The Soul Thief
Page 17
“Get the oars out,” Ulf screamed.
Corban and the other men unshipped oars and sat down side by side and began to row. The wind was a breath of ice, the seas mountainous, but the rain had slackened. Around them the day was coming, the air shot with fresh light. The ship struggled up another wave and down the far side. Corban settled into a long even stroke, poling the ship through the water. The rain stopped.
They were going west. The sun was rising behind them. They were going away from Hedeby. Between him and Hedeby lay the storm.
All that day and most of the next they rowed steadily west, trying to get away from the weather. The sky cleared, and the wind slackened. At night the stars shone. They ate the last of the soggy bread; they had run out of water again. They huddled together trying to get warm.
“This is all Ulf’s fault,” Floki murmured to Corban.
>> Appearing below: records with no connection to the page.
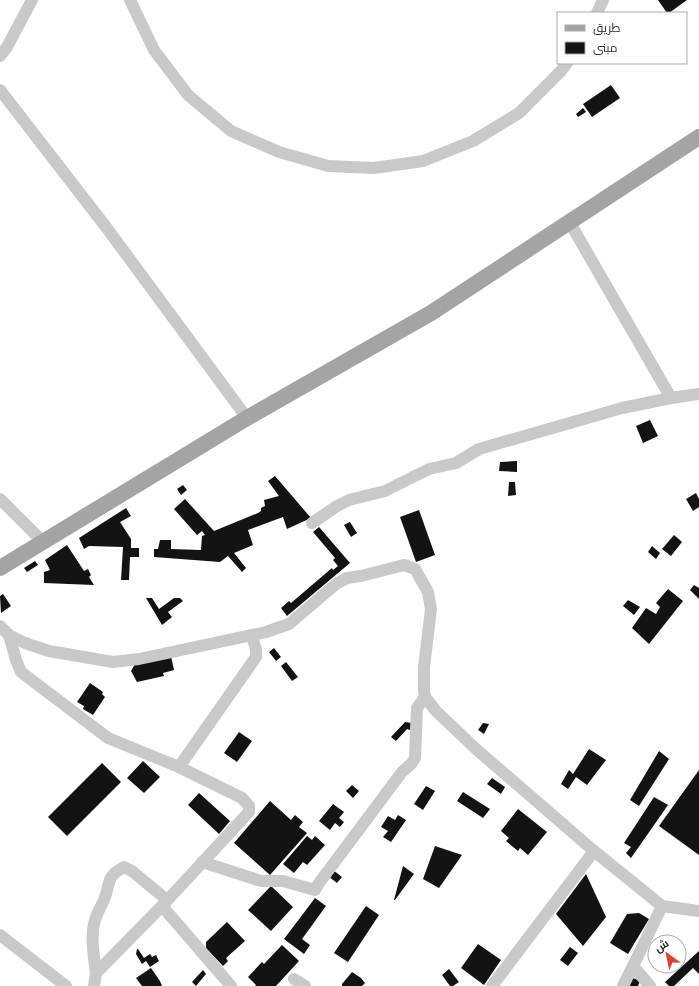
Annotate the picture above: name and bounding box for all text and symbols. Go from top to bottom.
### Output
legend [557,12,687,64]
text: طريق [593,19,621,36]
text: مبنى [593,39,618,56]
north arrow [647,934,687,974]
text: ش [651,935,672,956]

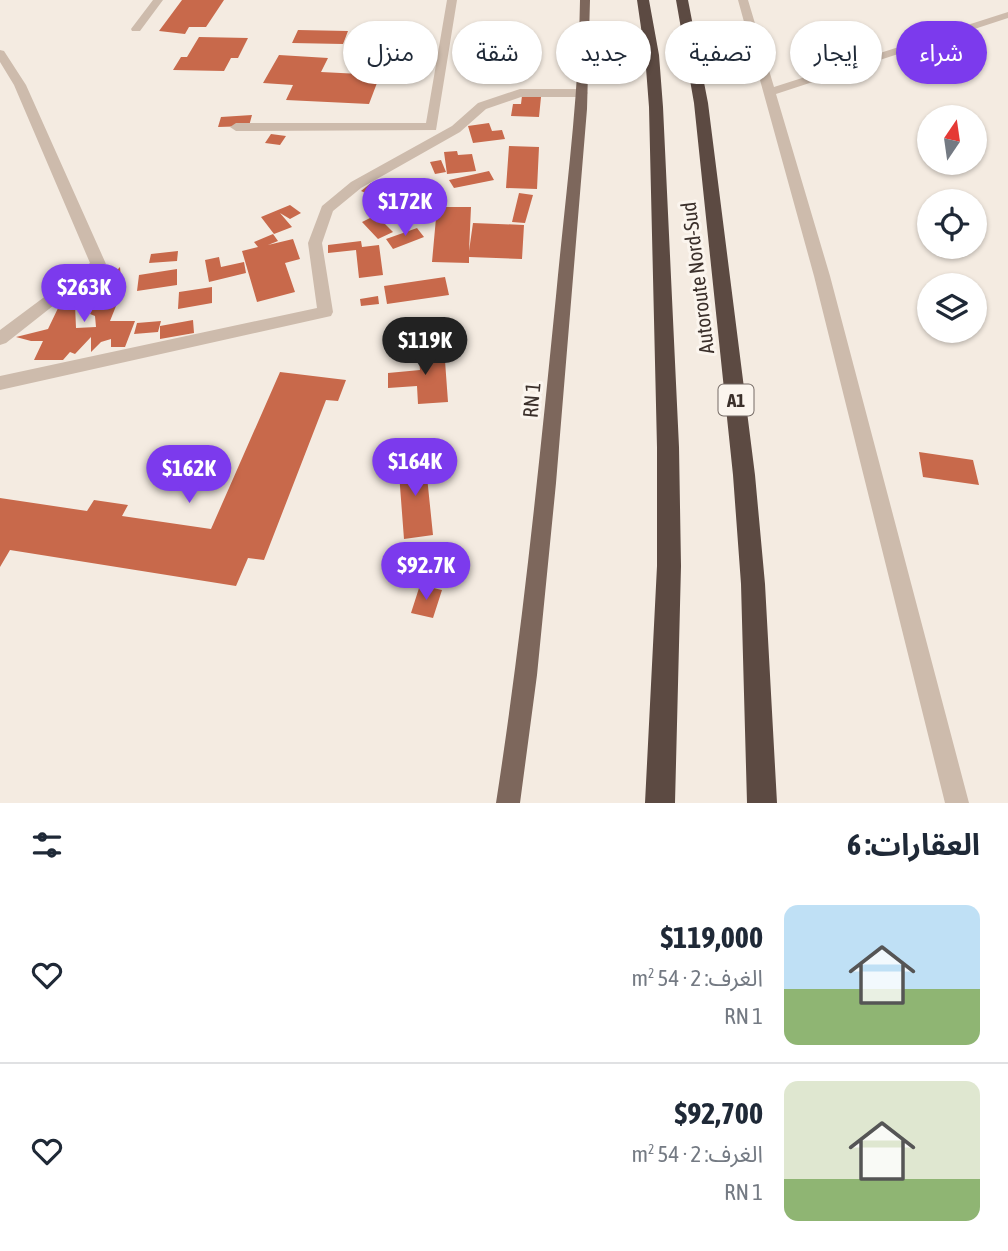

His odd eye looked away over Corban’s shoulder as he talked.
Corban glanced up toward the bow. Ulf had a notched stick, which he used to judge where they were on the sea. Now he was standing in the bow, holding this stick at arm’s length, and trying to get the measure of the North Star.
“This is Ulf’s fault,” Floki said again. Gisur, beside him, nodded gravely.
Corban wheeled around toward him. “What does that matter? Does it get us out of this?”
The two men blinked at him like startled stupid cows. Ulf stamped down toward them from the bow. “I can’t get a good sight,” he said. “The sea’s too rough.” His eyes were narrow. Corban saw he had overheard. He spoke to Corban but with sideways eyes he watched the other men. “I’m sure we are too far north, though. Tomorrow we go south. Maybe we can get to Iceland before our food runs out.”
“Iceland,” Floki and Gisur said, together.
“East,” Corban said. His tongue hurt when he talked. “We should go east.”
“South first,” Ulf said, and shoved past him, going to the stern.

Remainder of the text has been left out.